Here’s the system I use to determine what tasks to take on and how to best utilize my strengths on a day to day basis:

Ask yourself what tasks in your business (micro or macro) can be:

AUTOMATED: This means an app or program that automatically handles responsibilities. Think of things like automated payments for invoices or social media apps that allow you to schedule posts ahead of time and then post for you. E-mail systems have automated responses that can be sent through your customer relations account buying you time to personally reply to inquiries.

DELEGATED: This is key - you want to hire someone who would enjoy and gain energy or experience doing this delegated work. I discovered there are people who love the administrative tasks I loathe. It’s possible to hire a virtual assistant for less than $75 per month to manage your calendar. I enjoy graphic design work but realized early on there are graphic designers who look forward to the opportunity to push the envelope creatively and can do it quickly for that matter.  Perhaps you have tons of shipments? Paying someone to handle your product fulfillment and shipping instead of doing it yourself frees up loads of time and energy that can be better spent elsewhere. 

ELIMINATED: Identify what is superfluous vs. what is imperative. My first year in business I participated in quite a few marketplaces and quickly realized the financial return I was getting for time spent at those markets was not up to par.  I spent many hours pre-planning, set up, designing booths, and my own 5-8 hours selling.  We no longer do markets and instead put that money/time towards high ROI initiatives.

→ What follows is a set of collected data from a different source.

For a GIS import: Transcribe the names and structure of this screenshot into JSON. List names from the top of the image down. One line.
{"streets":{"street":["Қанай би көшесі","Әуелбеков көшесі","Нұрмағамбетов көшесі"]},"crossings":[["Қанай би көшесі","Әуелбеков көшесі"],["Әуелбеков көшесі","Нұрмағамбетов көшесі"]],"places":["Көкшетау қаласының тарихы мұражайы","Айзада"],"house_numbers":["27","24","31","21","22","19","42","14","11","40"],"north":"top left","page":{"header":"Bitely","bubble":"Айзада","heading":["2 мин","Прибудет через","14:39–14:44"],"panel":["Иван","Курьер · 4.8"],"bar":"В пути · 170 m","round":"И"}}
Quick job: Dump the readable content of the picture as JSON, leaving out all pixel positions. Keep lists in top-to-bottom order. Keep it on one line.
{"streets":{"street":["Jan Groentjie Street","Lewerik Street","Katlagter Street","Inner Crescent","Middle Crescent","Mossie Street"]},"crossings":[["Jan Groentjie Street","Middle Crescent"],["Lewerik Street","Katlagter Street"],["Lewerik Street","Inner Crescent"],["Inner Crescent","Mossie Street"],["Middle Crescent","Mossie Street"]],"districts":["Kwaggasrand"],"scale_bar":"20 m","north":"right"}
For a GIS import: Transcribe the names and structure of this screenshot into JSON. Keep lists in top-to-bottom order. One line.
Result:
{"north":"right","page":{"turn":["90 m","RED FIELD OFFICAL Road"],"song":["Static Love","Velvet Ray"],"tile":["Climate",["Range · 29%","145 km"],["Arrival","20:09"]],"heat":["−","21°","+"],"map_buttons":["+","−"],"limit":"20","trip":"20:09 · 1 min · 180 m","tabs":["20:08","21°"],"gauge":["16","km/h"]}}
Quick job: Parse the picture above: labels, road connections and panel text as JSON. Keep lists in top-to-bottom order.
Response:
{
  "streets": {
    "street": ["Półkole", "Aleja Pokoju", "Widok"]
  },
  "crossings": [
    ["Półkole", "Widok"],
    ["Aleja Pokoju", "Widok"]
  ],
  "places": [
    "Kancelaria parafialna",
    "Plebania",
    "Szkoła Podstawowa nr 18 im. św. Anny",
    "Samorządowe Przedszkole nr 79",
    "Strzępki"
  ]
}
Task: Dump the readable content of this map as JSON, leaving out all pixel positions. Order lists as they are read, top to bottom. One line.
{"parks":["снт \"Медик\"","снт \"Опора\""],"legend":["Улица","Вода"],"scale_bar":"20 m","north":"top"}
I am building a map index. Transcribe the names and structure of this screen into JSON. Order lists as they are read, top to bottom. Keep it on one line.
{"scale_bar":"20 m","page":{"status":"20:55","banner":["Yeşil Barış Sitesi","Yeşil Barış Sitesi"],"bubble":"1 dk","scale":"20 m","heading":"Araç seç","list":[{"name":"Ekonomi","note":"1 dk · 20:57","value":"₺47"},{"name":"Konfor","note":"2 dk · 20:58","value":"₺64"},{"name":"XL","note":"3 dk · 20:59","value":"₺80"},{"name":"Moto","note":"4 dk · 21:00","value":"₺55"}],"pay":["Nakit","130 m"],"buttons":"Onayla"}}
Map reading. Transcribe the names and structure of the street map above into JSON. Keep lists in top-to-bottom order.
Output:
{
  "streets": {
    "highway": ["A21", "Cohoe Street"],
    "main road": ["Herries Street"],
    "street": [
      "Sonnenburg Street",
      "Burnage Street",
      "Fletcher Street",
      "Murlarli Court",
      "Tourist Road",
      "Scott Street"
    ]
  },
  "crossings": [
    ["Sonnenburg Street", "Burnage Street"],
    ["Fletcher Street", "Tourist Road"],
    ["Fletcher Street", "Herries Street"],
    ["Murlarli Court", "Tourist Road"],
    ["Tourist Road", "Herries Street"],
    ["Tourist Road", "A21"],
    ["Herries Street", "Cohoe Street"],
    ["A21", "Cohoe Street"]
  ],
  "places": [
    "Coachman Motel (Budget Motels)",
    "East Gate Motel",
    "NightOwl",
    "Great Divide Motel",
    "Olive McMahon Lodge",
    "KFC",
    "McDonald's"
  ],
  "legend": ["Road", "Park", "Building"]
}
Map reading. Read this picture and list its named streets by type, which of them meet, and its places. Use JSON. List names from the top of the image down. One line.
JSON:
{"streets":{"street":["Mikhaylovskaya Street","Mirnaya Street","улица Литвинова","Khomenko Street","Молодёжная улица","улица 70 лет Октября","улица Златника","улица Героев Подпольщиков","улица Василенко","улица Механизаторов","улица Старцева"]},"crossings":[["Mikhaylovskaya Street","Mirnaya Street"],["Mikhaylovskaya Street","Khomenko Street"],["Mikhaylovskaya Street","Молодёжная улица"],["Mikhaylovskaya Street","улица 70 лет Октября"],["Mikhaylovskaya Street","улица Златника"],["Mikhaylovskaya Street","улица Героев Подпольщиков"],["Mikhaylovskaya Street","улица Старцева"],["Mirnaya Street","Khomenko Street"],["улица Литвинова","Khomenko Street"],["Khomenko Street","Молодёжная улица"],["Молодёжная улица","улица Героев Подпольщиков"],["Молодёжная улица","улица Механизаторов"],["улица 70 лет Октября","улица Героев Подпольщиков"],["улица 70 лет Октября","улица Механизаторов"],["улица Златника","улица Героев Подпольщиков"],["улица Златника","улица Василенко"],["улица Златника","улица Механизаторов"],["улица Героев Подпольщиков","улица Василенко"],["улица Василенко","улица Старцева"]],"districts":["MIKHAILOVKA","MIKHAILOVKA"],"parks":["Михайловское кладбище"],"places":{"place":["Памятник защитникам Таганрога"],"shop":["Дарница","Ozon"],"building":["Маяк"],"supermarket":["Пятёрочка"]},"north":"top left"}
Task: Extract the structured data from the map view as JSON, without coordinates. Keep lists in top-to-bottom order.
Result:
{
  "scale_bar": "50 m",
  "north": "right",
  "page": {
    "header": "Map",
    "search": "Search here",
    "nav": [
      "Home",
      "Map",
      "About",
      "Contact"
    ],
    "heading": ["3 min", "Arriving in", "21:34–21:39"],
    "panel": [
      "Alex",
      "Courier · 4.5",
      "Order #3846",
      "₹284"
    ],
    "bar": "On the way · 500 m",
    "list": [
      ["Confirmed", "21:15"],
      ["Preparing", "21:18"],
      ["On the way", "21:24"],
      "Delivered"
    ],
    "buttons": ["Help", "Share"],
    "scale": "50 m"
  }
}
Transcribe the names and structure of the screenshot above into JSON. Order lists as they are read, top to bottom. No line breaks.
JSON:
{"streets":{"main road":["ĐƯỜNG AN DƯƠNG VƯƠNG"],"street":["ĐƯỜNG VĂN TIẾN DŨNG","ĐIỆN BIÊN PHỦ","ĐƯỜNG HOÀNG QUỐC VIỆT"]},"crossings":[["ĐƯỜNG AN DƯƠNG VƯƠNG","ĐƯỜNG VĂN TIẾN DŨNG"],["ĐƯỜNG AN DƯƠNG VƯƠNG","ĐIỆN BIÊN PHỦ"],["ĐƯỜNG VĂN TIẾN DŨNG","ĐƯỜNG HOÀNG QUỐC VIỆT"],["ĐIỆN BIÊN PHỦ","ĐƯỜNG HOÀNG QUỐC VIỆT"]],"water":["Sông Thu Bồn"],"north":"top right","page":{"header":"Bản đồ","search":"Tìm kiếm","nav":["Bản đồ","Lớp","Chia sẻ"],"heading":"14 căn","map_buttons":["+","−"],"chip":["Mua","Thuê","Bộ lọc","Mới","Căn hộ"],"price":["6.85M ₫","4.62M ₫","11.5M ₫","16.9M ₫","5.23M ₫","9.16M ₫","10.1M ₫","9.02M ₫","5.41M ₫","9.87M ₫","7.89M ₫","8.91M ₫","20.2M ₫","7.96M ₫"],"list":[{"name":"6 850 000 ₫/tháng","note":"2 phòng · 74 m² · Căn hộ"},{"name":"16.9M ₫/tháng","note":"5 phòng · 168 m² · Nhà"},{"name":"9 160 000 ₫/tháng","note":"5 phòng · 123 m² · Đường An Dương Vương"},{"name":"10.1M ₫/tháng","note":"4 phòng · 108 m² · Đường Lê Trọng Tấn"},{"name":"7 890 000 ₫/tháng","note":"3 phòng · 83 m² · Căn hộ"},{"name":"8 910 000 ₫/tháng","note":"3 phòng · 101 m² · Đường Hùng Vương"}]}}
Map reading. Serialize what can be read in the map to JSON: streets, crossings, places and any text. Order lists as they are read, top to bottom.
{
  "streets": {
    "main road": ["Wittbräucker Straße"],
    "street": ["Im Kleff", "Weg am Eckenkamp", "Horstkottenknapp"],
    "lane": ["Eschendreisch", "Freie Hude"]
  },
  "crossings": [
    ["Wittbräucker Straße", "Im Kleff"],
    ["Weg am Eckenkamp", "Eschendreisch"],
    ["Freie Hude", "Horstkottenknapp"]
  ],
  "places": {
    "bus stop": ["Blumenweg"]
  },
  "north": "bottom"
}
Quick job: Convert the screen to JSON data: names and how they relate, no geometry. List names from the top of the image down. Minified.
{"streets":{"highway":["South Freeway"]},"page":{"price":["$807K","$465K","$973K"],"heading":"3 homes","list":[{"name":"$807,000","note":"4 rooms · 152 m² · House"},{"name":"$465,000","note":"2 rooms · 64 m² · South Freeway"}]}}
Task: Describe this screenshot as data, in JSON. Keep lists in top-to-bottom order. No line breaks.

By implementing the above, I watched our sales triple month over month during a typically slow period of the year.  I was able to step back into a visionary position by delegating tasks that ate up chunks of my day (because I wasn’t good at them to begin with) and drained me of my energy. I could operate from a place of empowerment because things I would normally stress about were automated. I began to put time and money into the initiatives that were truly working and continue to see those grow.  Experiencing those kinds of wins are what keep business owners engaged and motivated.  Find your strengths and you’ll find your opportunities!